Clinical risk factors predicting likelihood of pathogenic genetic result in NICU patients
Joshua L. Bonkowsky, Samuel B. Zoucha, Jenna Jensen, Jacob Wilkes, Rachel N. Palmquist, Mark Yandell, Martin Tristani-Firouzi

TL;DR
This study identifies clinical risk factors that can predict which NICU infants are more likely to have a pathogenic genetic result, helping guide genetic testing.
Contribution
The study introduces clinical predictors for pathogenic genetic results in NICU infants, offering a potential diagnostic pathway.
Findings
Lower birthweight, younger gestational age, longer NICU stay, and two or more severe illness indicators were linked to pathogenic genetic results.
35% of NICU infants tested had a positive pathogenic genetic result.
Clinical predictors could help reduce diagnostic delays and potential morbidities in NICU patients.
Abstract
Children with neonatal intensive care unit (NICU) admission have higher rates of genetic disease, but it is unclear which patients should have genetic testing.

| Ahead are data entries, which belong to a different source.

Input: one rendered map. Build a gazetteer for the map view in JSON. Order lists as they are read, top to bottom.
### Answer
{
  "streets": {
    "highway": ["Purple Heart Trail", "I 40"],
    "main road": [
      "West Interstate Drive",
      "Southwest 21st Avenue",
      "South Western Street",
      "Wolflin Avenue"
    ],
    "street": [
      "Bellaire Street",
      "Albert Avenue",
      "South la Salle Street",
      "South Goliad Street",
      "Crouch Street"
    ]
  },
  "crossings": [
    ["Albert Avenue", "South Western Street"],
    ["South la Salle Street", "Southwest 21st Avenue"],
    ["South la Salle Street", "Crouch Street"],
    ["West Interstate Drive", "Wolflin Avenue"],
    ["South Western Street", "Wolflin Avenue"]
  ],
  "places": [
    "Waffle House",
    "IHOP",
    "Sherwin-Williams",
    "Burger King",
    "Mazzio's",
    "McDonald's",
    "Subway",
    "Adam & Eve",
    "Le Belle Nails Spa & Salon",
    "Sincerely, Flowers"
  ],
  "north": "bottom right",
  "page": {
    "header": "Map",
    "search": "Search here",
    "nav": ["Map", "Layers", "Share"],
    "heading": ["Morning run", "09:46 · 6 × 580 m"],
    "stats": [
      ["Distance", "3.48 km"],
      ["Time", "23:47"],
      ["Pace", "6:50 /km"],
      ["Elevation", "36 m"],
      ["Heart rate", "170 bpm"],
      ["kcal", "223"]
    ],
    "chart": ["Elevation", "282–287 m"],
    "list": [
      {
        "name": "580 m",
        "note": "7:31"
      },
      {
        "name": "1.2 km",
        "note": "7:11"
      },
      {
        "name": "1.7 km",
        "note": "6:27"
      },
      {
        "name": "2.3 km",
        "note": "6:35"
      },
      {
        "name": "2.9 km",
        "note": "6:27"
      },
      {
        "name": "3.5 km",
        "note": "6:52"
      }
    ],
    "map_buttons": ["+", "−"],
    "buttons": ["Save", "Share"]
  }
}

Our goal was to identify clinical predictors associated with a pathogenic genetic result in NICU infants. This was a retrospective, population-based cohort analysis of infants born between January 1, 2009 and June 30, 2011 with a history of NICU admission and subsequent follow-up and genetic testing through 2021. A total of 99 infants met inclusion criteria. In total, 64 (65%) patients had a negative genetic test result; 35 (35%) had a positive (pathogenic) result. Lower birthweight, younger gestational age, longer length of stay, or 2 or more indicators of severe illness were associated with a pathogenic result. Our work suggests that clinical predictors can be used to guide genetic testing in NICU infants. Use of these…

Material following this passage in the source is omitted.